Monday, July 24, 2023

When the home place dwindles

Monica Potts. a senior politics reporter for the data journalism website FiveThirtyEight, grew up Clinton, Arkansas, a tiny town in the Ozark Mountains which has no economic reason for continuing to exist. She had a mother whose primary aim for her children was for them to escape out of this dead-end place. Potts did escape. She attended Bryn Mawr College near Philadelphia on scholarships and became employable and acculturated to the contemporary American world. Neither her talented sister Ashley, nor her dearest childhood friend Daria made it out. The former was killed in a teenage auto accident; the latter became addicted, lost her children, was often jailed, and endured without hope.
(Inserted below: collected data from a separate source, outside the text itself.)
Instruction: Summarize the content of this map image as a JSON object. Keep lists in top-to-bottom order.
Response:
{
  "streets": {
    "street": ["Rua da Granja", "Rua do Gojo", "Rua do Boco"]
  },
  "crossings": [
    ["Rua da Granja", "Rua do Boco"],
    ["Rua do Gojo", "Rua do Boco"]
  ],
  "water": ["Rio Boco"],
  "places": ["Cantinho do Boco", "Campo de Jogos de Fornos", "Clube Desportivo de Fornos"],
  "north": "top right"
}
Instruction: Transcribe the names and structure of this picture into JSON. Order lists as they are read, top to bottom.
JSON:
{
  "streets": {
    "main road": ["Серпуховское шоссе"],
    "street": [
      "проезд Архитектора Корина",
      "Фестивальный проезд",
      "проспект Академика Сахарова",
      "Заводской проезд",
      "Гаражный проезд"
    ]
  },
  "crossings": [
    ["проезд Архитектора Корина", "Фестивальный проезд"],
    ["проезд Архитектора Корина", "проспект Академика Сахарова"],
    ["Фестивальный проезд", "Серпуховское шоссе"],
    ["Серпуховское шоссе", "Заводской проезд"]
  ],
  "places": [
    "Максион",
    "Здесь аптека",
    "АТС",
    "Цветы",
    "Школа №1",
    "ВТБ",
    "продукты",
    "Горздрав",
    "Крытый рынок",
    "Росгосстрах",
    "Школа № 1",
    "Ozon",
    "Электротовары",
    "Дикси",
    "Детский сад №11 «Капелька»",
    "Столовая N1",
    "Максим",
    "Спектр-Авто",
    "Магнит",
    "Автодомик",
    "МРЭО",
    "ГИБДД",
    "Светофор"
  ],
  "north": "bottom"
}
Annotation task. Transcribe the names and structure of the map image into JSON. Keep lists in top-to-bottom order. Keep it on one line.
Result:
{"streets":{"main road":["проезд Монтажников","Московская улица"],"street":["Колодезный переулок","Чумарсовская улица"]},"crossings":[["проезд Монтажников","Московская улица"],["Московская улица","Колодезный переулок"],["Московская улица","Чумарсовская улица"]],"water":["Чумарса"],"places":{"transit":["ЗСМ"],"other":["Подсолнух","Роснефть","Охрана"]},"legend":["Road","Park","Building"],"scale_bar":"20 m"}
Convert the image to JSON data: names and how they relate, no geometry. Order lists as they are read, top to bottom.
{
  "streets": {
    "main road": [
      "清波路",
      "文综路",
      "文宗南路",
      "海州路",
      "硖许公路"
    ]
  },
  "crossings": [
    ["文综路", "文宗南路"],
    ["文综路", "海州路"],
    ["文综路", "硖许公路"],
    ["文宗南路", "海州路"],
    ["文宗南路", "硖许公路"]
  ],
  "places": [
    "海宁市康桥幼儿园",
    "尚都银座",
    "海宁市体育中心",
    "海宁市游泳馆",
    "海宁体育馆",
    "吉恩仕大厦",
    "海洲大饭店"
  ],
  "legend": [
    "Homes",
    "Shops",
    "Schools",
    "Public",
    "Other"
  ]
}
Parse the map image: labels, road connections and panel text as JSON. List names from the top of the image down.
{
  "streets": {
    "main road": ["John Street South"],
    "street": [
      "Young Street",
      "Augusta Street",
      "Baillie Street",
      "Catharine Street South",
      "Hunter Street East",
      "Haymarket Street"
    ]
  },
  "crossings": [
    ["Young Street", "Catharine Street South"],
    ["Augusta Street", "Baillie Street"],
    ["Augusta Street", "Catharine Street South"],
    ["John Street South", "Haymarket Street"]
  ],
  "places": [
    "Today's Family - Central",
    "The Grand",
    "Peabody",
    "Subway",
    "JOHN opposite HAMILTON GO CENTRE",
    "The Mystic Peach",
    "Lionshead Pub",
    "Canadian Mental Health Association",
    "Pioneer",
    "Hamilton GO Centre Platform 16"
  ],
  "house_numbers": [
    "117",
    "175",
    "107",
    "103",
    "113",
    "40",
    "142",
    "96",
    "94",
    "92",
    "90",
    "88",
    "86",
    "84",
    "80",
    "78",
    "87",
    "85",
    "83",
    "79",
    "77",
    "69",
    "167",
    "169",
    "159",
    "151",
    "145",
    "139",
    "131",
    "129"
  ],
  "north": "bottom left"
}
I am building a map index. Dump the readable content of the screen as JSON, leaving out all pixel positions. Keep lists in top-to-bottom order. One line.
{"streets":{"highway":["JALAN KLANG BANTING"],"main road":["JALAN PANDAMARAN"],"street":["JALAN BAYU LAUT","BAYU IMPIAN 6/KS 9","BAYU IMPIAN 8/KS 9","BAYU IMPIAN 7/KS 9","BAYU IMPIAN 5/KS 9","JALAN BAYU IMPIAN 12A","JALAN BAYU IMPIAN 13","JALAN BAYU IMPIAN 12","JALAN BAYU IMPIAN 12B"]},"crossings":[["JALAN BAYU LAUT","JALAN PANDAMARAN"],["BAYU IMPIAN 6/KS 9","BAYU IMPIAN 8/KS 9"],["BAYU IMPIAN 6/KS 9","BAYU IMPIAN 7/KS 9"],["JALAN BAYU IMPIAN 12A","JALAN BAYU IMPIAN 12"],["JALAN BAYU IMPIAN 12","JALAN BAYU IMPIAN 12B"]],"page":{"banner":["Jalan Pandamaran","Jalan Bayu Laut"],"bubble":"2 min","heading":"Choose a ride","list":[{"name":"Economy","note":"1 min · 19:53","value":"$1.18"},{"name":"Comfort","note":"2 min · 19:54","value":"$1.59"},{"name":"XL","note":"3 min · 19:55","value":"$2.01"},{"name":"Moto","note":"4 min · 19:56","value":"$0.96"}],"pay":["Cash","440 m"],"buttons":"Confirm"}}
The Forgotten Girls: A Memoir of Friendship and Lost Promise in Rural America tells the stories of these women of Clinton, movingly and painfully. The women are not caricatures, but readily imaginable, appealing individuals who had very little chance in life. 

Because Potts really is a data journalist, her accounts of life incidents -- church services, high school team sports, parties with boys who drank, jobs found and lost -- are interspersed with demographic data.

When she gets to explaining the central feature of these young women's lives, that their expected destiny was to bear children early and often, you get both the vignettes and the sociological facts:

My friends began to wear "promise rings" in middle school, public signs of their pledge to remain virgins until they were married. Because some of them already had serious boyfriends, they dedicated these "promise rings" to their boyfriends, sort of as pre-engagement rings. In other words, we were thinking about marriage at thirteen and fourteen -- before we were thinking about high school. ...
An explanatory ethnographic paragraph follows in a footnote:
In 2019, the most recent year available at the time I was writing this book, CDC numbers showed Arkansas had the highest number of teen moms per capita ... In general, the rates of teen pregnancy are highest for Black and Latina girls, but because there are more white girls in the population, the numbers of young mothers in each group are nearly the same.
For me, this mildly pedantic approach worked well. Potts is a worthy narrator for these women's lives; they are her people. These lives could have been her own if not for some lucky accidents. If you care about women's realities, this is a book to cry over.

• • •

I had an additional, more personal reaction to this book. I, too, grew up in a place losing its economic reason for being. In my earliest days, Buffalo, New York, was shaped by echoes of its honorable role in the World War II era, a center of industrial production, automotive and aerospace, and chemical factories. But all that was aging out, decaying, dying. And what would be left?

A child doesn't understand when purpose is draining out of her home place. But, especially for an unconventional young person (lesbian in my case), there's a nagging feeling -- a feeling that suggests that the assumptions which the adults hold about the place have become inaccurate. Maybe even dangerous. And that probably it is better to look for more promising places.

Potts' description of how loss of economic purpose in her Arkansas home place changed how people related seems so familiar to a Buffalonian of the 1950s and 60s. Here's how she observed it:

... The young people I spoke to in high school took it for granted that they would have to move away to find jobs, whether they wanted to or not. And when high school graduates move away, rural hometowns experience continued population loss. ...
... People who returned to Clinton with degrees often filled the same roles their parents had: they were dentists, doctors, lawyers, business owners, and teachers. They went to the same churches they's grown up in and lived much as they had growing up. A few of them returned with the idea that they would improve people's lives here, but most came back because they liked Clinton and because their families had been successful here and still lived here. Few thought anything in town needed to change, so nothing much ever did. They thought of themselves as town leaders, and they were well off enough to weather any storms Clinton suffered. But this small group of town elite were the exceptions: most the people who stayed in town were the worst off, with the least prospects.
When the majority of high school graduates don't start their adult lives in their rural birthplace, they don't buy homes there, get married, have children, and enroll them in their alma maters. They don't start jobs and businesses, volunteer, or bring back the expertise they've acquired elsewhere. The result is a smaller property tax base, fewer kids in schools, fewer jobs, and other signs of decline. Fewer people come in with new ideas and new money and earning power -- the dynamism that drives city life. These towns are less likely to have robust civic institutions or services to help people. All these factors affect health, well-being, and life expectancy. ...
... Clinton, like many small towns in rural America, was the kind of town you could get stuck in.
Yes! That's how it was for a long season in the Rust Belt too. 

This kind of decline isn't limited to rural areas. What were once the thriving cities of the Midwest have also undergone this loss of dynamism. Some, like Pittsburgh, have found new purpose; in that instance, a healthcare empire. Others, like Cleveland and Buffalo, not so much so.

No wonder we live amid the politics of grievance. The need for broader dispersion of prosperity and consequent purpose isn't just about Potts' sad Arkansas. For too many places and people, hope is still in short supply. Especially for the women.